Open to undergraduates and graduates alike, the courses will be available for registration during Georgia Tech’s Phase II registration, August 1-21. Students attending other colleges and universities affiliated with the Atlanta Regional Council for Higher Education (ARCHE) may also be able to enroll through the council’s cross-registration program. Students at other ARCHE institutions should check with their school’s registrar for details.
“Offering students a rich array of languages to study is an important part of our goal to develop leaders with a global mindset who are prepared to improve the human condition,” said Georgia Tech President Ángel Cabrera. “It is also yet another way we are supporting Atlanta as an international hub and contributing to the state’s economic development efforts.”
The new course offerings are part of the mission of AGSC, a partnership of Georgia Tech and Georgia State University, funded through a $2.25 million grant from the U.S. Department of Education.
“Enhancing global competence and cross-cultural understanding are core priorities of the School of Modern Languages. By adding Hebrew and Swahili, we are strengthening our efforts in Middle Eastern and North African Studies and applied language learning to serve all Georgia Tech students, regardless of major,” said Anna Westerstahl Stenport, professor of Global Studies and chair in Georgia Tech’s School of Modern Languages and founding co-director of the Atlanta Global Studies Center (AGSC).

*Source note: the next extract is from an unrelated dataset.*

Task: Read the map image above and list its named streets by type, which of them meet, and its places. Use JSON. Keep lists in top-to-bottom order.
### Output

While the initial course offerings focus on introductory Hebrew and Swahili, Georgia Tech expects to add intermediate and advanced courses and grow experiential learning opportunities focused on the United Nations Sustainable Development Goals in the Middle East and Africa. AGSC will also offer programming, events, and faculty development opportunities in these areas.
“Through the launch of Hebrew and Swahili, we are strengthening our signature focus on applied language and culture learning, while expanding curricula deemed critical for national security purposes by the Department of Defense, which also includes Arabic, Chinese, Hindi, Korean, Japanese, Persian, Portuguese, and Russian offered at Tech,” said Stenport.

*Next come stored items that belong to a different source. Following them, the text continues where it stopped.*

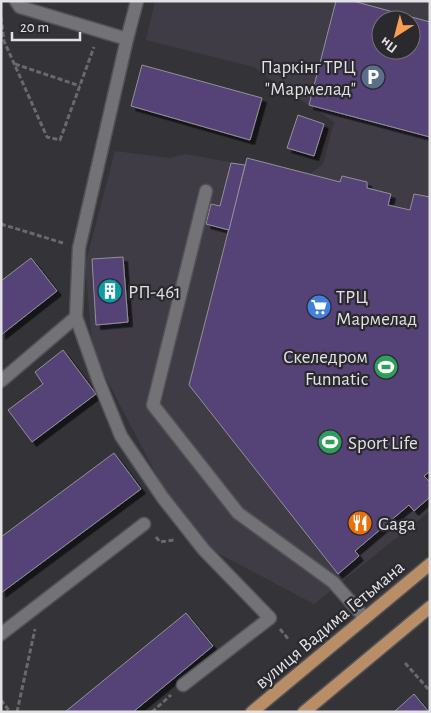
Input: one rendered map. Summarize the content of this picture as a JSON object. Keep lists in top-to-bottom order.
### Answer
{
  "streets": {
    "main road": ["вулиця Вадима Гетьмана"]
  },
  "places": {
    "parking": ["Паркінг ТРЦ \"Мармелад\""],
    "building": ["РП-461"],
    "supermarket": ["ТРЦ Мармелад"],
    "sports": ["Скеледром Funnatic", "Sport Life"],
    "restaurant": ["Gaga"]
  },
  "scale_bar": "20 m",
  "north": "bottom left"
}
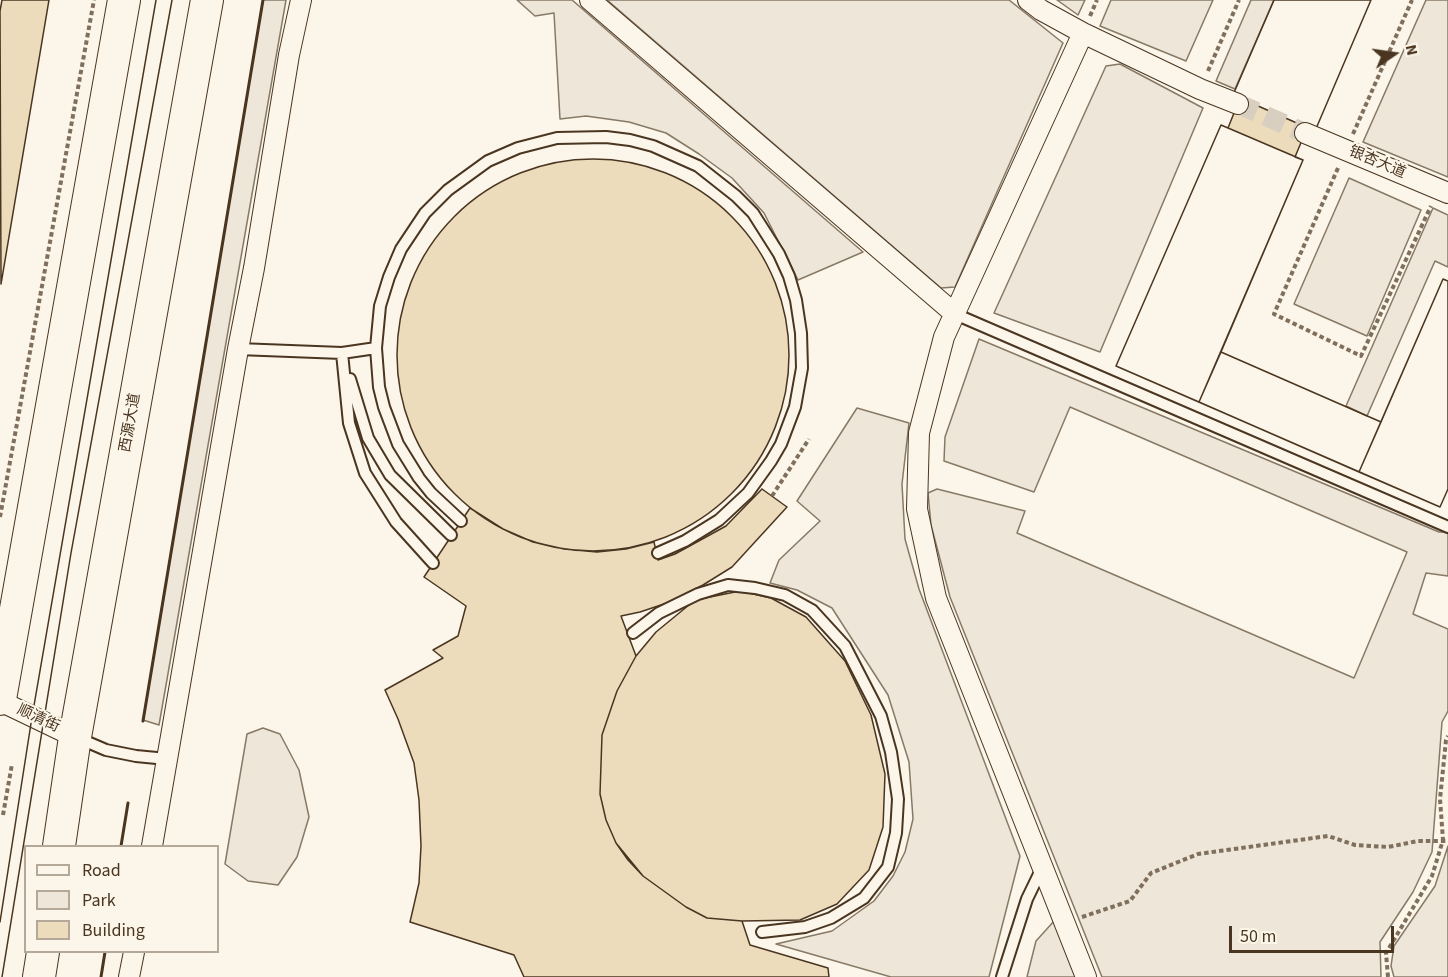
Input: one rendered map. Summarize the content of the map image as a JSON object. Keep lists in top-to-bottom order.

For more information, contact Sebnem Ozkan, associate director of AGSC, at email@example.com or Mirla González, assistant director of undergraduate studies, online and professional education at the School of Modern Languages, at firstname.lastname@example.org. Georgia Tech students may also make an appointment with González via GradesFirst.
About the Atlanta Global Studies Center
The Atlanta Global Studies Center (AGSC) is a U.S. Department of Education National Resource Center and Foreign Languages and Area Studies (FLAS) Fellowship program established in 2018. Its mission is to enhance access to advanced language learning and deepen knowledge of global and intercultural issues for the benefit of Atlanta-area students, faculty and the public.
The center, composed of faculty from Georgia Tech and Georgia State University, aims to build international awareness, global competence, and advanced language capacity in higher education, the private and public sectors, and the K-12 community to empower the region’s global agenda.